Sim, eu sei disso, por isso escrevi "copiou", entre aspas. Me corrijo então para dizer que ele usou uma paráfrase e a alçou ao nível do exagero, para ridicularizar o outro lado.
Caro Feluc, adoro quando vc coloca textos justamente para proporcionar discussões fora do senso comum. Estou seguindo sua sugestão e discutindo, portanto. Do mesmo jeito que argumentei sobre a bela colocação do Evaldo Cabral de Mello, fiz agora com o Ascher.
A diferença é que, para mim, o Cabral de Mello foi brilhante e o Ascher foi só panfletário.

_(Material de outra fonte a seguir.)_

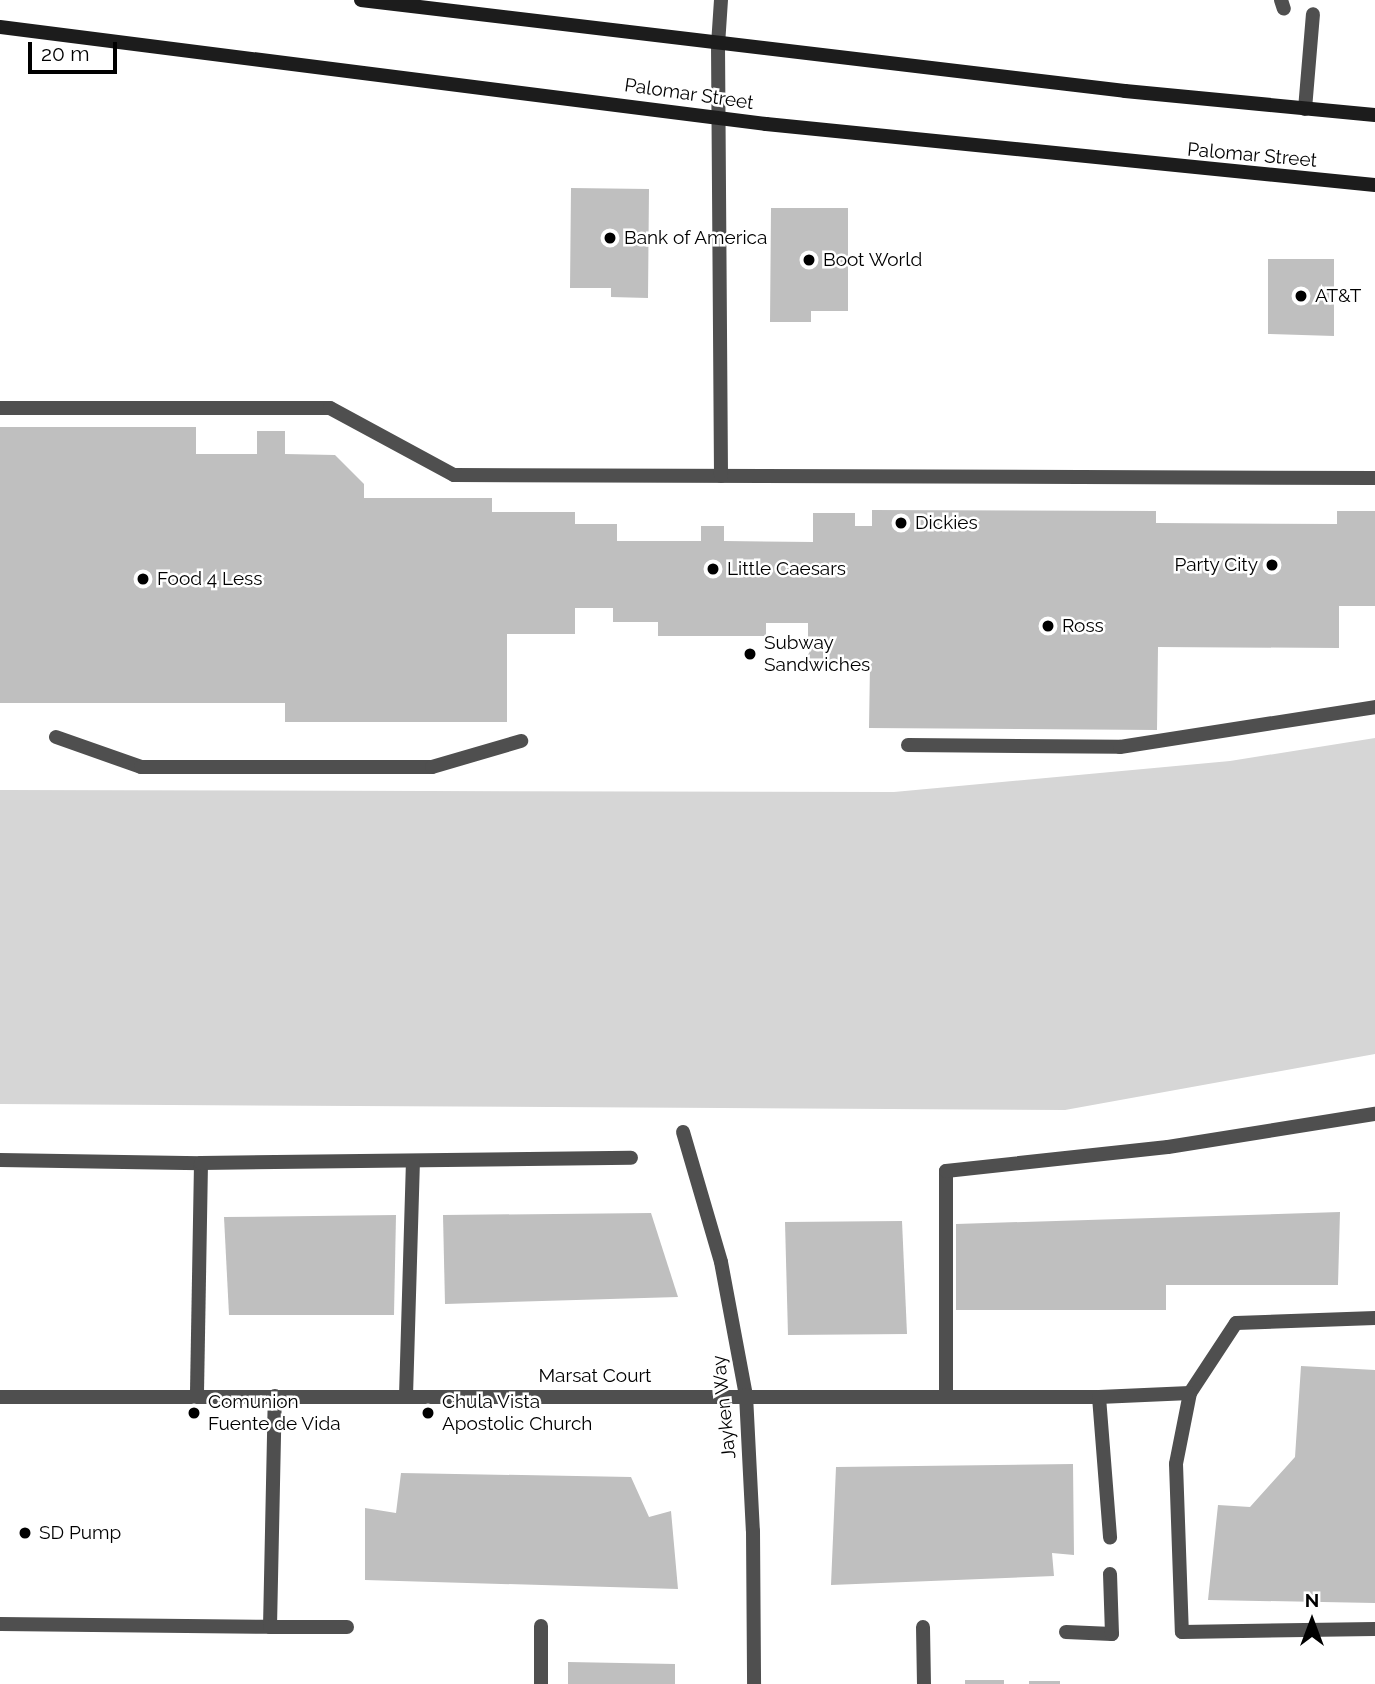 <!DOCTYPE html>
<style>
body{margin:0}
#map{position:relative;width:1375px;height:1684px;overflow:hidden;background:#fff;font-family:Raleway,sans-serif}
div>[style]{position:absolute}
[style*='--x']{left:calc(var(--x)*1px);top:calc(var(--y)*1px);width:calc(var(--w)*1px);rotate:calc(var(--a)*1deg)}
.green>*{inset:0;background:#d6d6d6}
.building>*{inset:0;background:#bfbfbf}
.service>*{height:14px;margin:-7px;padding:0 7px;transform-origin:7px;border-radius:7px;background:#4f4f4f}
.minor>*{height:14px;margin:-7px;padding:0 7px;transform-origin:7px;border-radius:7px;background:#4f4f4f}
.secondary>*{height:14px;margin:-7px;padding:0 7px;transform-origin:7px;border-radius:7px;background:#1c1c1c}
.dots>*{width:19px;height:19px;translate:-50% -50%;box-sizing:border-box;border:4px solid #fff;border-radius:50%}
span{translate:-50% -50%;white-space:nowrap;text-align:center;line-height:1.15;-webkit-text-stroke:5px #fff;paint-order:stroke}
.street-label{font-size:19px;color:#000}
.poi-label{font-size:19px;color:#000}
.left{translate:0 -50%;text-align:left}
.right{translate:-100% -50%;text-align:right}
.north{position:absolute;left:1277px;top:1586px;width:70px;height:70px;-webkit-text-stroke:5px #fff;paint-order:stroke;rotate:0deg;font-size:19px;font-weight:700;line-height:28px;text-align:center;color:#000}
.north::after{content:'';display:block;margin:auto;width:24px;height:32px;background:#000;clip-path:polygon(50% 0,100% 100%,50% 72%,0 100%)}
.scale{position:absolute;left:28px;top:42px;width:89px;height:32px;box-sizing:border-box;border:4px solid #000;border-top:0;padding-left:9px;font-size:21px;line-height:24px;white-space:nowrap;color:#000;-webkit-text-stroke:5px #fff;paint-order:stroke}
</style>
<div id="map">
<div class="green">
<div style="clip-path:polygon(1375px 738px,1375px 1054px,1065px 1110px,0 1104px,0 790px,894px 792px,1230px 761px)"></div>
</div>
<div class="building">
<div style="clip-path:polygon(571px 188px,649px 189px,648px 298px,611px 297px,611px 288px,570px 288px)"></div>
<div style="clip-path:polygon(771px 208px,848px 208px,848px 311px,811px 311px,811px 322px,770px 322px)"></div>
<div style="clip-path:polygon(1268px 259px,1334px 259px,1334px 336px,1268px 334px)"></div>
<div style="clip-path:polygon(0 427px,196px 427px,196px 454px,257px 454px,257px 431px,285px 431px,285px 454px,335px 455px,364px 484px,364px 498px,492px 498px,492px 512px,575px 512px,575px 524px,617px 524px,617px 541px,701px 541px,701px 526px,724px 526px,724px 541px,813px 542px,813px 513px,855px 513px,855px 526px,872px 526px,872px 510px,1156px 511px,1156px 523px,1337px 524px,1337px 511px,1375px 511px,1375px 606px,1339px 606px,1339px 648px,1158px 647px,1157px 730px,869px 728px,870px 664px,808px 664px,808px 623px,766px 623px,766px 636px,658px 636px,658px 622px,613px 622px,613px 608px,575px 608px,575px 634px,507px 634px,507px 722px,285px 722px,285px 703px,0 703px)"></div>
<div style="clip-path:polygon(1340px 1212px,1338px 1285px,1166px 1285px,1166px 1310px,956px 1310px,956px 1224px)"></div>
<div style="clip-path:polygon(651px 1213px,678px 1297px,445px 1304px,443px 1215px)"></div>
<div style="clip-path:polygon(396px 1215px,394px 1315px,229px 1315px,224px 1217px)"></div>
<div style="clip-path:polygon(902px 1221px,907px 1334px,788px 1335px,785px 1222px)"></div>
<div style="clip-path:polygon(1301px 1366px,1375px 1370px,1375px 1603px,1208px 1600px,1218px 1505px,1250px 1507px,1295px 1457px)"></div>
<div style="clip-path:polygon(1073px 1464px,1074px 1555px,1052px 1553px,1054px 1576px,831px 1585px,836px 1467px)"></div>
<div style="clip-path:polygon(401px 1473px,631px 1477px,649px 1517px,671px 1511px,678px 1589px,365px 1580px,365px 1508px,396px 1513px)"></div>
<div style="clip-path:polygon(568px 1662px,675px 1664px,675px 1684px,568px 1684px)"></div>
<div style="clip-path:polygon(965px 1680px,1004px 1680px,1004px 1684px,965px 1684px)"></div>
<div style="clip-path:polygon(1029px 1681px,1060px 1681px,1060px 1684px,1029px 1684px)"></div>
</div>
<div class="service">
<div style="--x:1281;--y:0;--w:9;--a:72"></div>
<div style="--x:718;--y:45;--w:45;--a:-86.2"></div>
<div style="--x:1305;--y:109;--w:95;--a:-85.2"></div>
<div style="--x:0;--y:408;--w:330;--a:0"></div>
<div style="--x:330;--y:408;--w:141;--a:28.4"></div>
<div style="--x:454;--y:475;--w:921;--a:0.19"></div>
<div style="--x:56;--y:737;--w:90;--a:19.4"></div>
<div style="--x:141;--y:767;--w:291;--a:0"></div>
<div style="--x:432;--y:767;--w:93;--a:-16.3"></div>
<div style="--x:908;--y:745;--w:212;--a:0.5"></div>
<div style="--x:1120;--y:747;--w:258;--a:-8.9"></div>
<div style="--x:0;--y:1160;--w:201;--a:0.9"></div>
<div style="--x:201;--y:1163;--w:234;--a:91"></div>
<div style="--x:201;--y:1163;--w:430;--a:-0.7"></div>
<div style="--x:1375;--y:1318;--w:139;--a:177.9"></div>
<div style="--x:1236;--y:1323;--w:84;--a:123.3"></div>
<div style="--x:1190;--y:1393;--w:72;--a:101.2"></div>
<div style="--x:1176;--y:1464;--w:168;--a:88"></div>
<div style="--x:1182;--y:1632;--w:193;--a:-0.9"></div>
<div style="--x:946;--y:1395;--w:224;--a:-90"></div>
<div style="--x:946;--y:1171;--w:223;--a:-6.2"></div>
<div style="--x:1168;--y:1147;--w:210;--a:-9.1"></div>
<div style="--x:406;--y:1396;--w:235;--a:-88.3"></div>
<div style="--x:1099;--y:1397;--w:141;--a:85.5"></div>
<div style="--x:0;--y:1624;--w:270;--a:0.6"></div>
<div style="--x:270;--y:1627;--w:231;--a:-88.8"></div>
<div style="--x:541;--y:1626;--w:58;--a:90"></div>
<div style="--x:270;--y:1627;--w:77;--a:0"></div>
<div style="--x:923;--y:1627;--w:57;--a:89"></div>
<div style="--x:1066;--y:1632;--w:46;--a:2.5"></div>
<div style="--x:1112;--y:1634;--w:60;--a:-91.9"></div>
</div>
<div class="minor">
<div style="--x:718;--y:45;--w:431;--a:89.6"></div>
<div style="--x:683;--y:1132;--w:135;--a:73.7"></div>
<div style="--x:721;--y:1262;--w:135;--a:79.4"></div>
<div style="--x:746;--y:1395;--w:136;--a:87.1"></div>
<div style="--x:753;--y:1531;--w:153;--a:89.6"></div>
<div style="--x:0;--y:1397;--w:1099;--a:0"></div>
<div style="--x:1099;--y:1397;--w:91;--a:-2.5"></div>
</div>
<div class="secondary">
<div style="--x:361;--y:0;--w:769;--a:6.79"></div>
<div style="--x:1125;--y:91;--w:251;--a:5.5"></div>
<div style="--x:0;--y:27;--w:772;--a:7.22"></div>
<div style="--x:766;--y:124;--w:612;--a:5.72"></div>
</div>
<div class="dots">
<div style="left:610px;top:238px;background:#000"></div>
<div style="left:809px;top:260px;background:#000"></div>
<div style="left:1301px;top:296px;background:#000"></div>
<div style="left:901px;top:523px;background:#000"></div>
<div style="left:1272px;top:565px;background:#000"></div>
<div style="left:713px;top:569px;background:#000"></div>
<div style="left:143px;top:579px;background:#000"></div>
<div style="left:1048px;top:626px;background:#000"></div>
<div style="left:750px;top:654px;background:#000"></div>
<div style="left:194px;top:1413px;background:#000"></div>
<div style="left:428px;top:1413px;background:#000"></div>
<div style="left:25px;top:1533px;background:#000"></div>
</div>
<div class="street-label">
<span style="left:689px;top:94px;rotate:8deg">Palomar Street</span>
<span style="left:1252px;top:155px;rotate:5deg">Palomar Street</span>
<span style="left:595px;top:1376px">Marsat Court</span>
<span style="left:724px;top:1407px;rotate:-96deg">Jayken Way</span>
</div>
<div class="poi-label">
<span class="left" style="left:624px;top:238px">Bank of America</span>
<span class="left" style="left:823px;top:260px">Boot World</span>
<span class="left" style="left:1315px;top:296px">AT&amp;T</span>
<span class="left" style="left:915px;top:523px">Dickies</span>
<span class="right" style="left:1258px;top:565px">Party City</span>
<span class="left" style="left:727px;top:569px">Little Caesars</span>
<span class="left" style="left:157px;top:579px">Food 4 Less</span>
<span class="left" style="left:1062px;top:626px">Ross</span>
<span class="left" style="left:764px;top:654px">Subway<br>Sandwiches</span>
<span class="left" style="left:208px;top:1413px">Comunion<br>Fuente de Vida</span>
<span class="left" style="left:442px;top:1413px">Chula Vista<br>Apostolic Church</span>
<span class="left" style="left:39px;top:1533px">SD Pump</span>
</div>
<div class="north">N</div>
<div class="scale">20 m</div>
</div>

Acrescento ainda ao que disse antes que as alegadas "imposições de proibições", citadas pelo Ascher, me lembraram a Revolta da Vacina de 1904, no Rio. Sempre me soa apelativo recorrer ao argumento de que tal ou tal medida "não foi democrática" ou não seguiu a vontade popular, para desqualificar a medida como necessária e válida.
Vale lembrar que, guardadas as proporções, a vontade popular é majoritariamente favorável à pena de morte - dados do Datafolha de 04/2007 - e que nos EUA o aborto foi legalizado por uma decisão da Suprema Corte.
Abração!
Prezado Filipe,
talvez eu tenha exagerado. Por isso, me desculpe.
Mas gostaria de saber sua opinião quanto às dificuldades em se criar um modelo de causalidade que demonstre uma tese dessa complexidade.
E as implocações políticas de um conhecimento científico tão frágil?